* [DATA LISTING]
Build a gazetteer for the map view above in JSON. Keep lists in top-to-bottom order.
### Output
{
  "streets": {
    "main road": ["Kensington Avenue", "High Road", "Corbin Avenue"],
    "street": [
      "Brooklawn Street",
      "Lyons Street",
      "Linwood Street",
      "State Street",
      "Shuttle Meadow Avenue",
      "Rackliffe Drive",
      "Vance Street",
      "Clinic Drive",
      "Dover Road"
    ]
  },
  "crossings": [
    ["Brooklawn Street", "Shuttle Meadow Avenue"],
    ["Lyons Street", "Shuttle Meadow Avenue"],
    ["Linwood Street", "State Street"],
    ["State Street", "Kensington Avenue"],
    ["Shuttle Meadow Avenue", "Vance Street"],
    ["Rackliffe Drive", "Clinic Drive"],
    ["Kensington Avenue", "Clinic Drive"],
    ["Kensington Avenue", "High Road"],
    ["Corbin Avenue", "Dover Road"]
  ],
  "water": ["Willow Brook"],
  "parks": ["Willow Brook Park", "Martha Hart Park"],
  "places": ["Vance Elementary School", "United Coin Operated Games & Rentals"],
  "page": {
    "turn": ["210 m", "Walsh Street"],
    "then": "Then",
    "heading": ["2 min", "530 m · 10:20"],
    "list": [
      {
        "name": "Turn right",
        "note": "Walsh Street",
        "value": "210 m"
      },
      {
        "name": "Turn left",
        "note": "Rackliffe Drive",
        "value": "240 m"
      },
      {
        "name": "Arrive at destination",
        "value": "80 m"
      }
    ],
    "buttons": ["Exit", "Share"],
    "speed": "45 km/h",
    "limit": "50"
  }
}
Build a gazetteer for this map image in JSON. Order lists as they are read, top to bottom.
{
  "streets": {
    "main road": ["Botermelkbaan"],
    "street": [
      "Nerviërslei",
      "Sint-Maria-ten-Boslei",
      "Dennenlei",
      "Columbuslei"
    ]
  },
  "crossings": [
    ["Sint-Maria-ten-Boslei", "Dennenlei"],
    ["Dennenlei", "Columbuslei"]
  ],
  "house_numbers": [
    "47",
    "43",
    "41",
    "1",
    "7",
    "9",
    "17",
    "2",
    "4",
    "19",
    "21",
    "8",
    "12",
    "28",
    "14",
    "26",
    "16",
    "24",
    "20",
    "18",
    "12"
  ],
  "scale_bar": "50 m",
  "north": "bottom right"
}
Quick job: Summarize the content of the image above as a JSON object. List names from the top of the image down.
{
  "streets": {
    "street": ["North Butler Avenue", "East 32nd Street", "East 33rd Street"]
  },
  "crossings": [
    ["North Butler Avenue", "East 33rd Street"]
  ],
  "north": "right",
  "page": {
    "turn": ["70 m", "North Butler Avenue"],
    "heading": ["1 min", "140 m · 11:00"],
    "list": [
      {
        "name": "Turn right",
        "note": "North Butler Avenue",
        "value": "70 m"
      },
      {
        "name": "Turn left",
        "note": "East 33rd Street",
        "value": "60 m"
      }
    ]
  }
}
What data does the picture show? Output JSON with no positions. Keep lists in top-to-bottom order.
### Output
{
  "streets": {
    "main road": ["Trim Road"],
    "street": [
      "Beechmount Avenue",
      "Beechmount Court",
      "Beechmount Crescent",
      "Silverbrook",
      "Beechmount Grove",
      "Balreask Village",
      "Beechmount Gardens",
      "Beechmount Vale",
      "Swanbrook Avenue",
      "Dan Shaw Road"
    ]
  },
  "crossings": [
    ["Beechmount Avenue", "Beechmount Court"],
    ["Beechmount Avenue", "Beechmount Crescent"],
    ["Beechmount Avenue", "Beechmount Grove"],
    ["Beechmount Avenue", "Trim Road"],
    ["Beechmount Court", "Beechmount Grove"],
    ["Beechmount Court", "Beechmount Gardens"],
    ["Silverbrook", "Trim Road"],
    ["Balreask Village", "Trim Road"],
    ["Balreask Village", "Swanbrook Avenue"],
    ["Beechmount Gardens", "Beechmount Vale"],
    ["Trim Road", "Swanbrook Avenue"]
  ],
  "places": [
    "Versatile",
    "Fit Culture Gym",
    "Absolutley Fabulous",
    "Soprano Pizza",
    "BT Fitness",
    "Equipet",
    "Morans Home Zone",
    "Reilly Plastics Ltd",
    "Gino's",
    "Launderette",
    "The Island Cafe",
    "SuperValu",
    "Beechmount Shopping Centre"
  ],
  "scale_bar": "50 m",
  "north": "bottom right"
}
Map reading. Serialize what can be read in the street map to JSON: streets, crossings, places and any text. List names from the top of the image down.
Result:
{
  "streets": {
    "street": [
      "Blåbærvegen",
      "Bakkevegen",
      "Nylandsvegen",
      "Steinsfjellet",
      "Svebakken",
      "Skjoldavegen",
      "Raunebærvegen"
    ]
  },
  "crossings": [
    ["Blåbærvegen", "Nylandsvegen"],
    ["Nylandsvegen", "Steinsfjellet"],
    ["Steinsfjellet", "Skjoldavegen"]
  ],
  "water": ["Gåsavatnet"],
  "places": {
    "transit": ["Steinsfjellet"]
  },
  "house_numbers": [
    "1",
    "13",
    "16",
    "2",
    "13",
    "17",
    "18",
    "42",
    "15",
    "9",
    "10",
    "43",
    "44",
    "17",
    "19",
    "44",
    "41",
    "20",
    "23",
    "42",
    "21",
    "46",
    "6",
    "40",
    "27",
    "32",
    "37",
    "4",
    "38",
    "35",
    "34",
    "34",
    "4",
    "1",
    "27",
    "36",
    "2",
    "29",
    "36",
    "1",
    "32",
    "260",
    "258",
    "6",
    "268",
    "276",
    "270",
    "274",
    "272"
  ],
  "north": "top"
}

* [WHAT TO WORK ON]
I'd like the lines above from the one with "Quick job: Summarize" up to and including the one with "Map reading. Serialize" copied exactly, with no other lines.

* [YOUR RESPONSE]
Quick job: Summarize the content of the image above as a JSON object. List names from the top of the image down.
{
  "streets": {
    "street": ["North Butler Avenue", "East 32nd Street", "East 33rd Street"]
  },
  "crossings": [
    ["North Butler Avenue", "East 33rd Street"]
  ],
  "north": "right",
  "page": {
    "turn": ["70 m", "North Butler Avenue"],
    "heading": ["1 min", "140 m · 11:00"],
    "list": [
      {
        "name": "Turn right",
        "note": "North Butler Avenue",
        "value": "70 m"
      },
      {
        "name": "Turn left",
        "note": "East 33rd Street",
        "value": "60 m"
      }
    ]
  }
}
What data does the picture show? Output JSON with no positions. Keep lists in top-to-bottom order.
### Output
{
  "streets": {
    "main road": ["Trim Road"],
    "street": [
      "Beechmount Avenue",
      "Beechmount Court",
      "Beechmount Crescent",
      "Silverbrook",
      "Beechmount Grove",
      "Balreask Village",
      "Beechmount Gardens",
      "Beechmount Vale",
      "Swanbrook Avenue",
      "Dan Shaw Road"
    ]
  },
  "crossings": [
    ["Beechmount Avenue", "Beechmount Court"],
    ["Beechmount Avenue", "Beechmount Crescent"],
    ["Beechmount Avenue", "Beechmount Grove"],
    ["Beechmount Avenue", "Trim Road"],
    ["Beechmount Court", "Beechmount Grove"],
    ["Beechmount Court", "Beechmount Gardens"],
    ["Silverbrook", "Trim Road"],
    ["Balreask Village", "Trim Road"],
    ["Balreask Village", "Swanbrook Avenue"],
    ["Beechmount Gardens", "Beechmount Vale"],
    ["Trim Road", "Swanbrook Avenue"]
  ],
  "places": [
    "Versatile",
    "Fit Culture Gym",
    "Absolutley Fabulous",
    "Soprano Pizza",
    "BT Fitness",
    "Equipet",
    "Morans Home Zone",
    "Reilly Plastics Ltd",
    "Gino's",
    "Launderette",
    "The Island Cafe",
    "SuperValu",
    "Beechmount Shopping Centre"
  ],
  "scale_bar": "50 m",
  "north": "bottom right"
}
Map reading. Serialize what can be read in the street map to JSON: streets, crossings, places and any text. List names from the top of the image down.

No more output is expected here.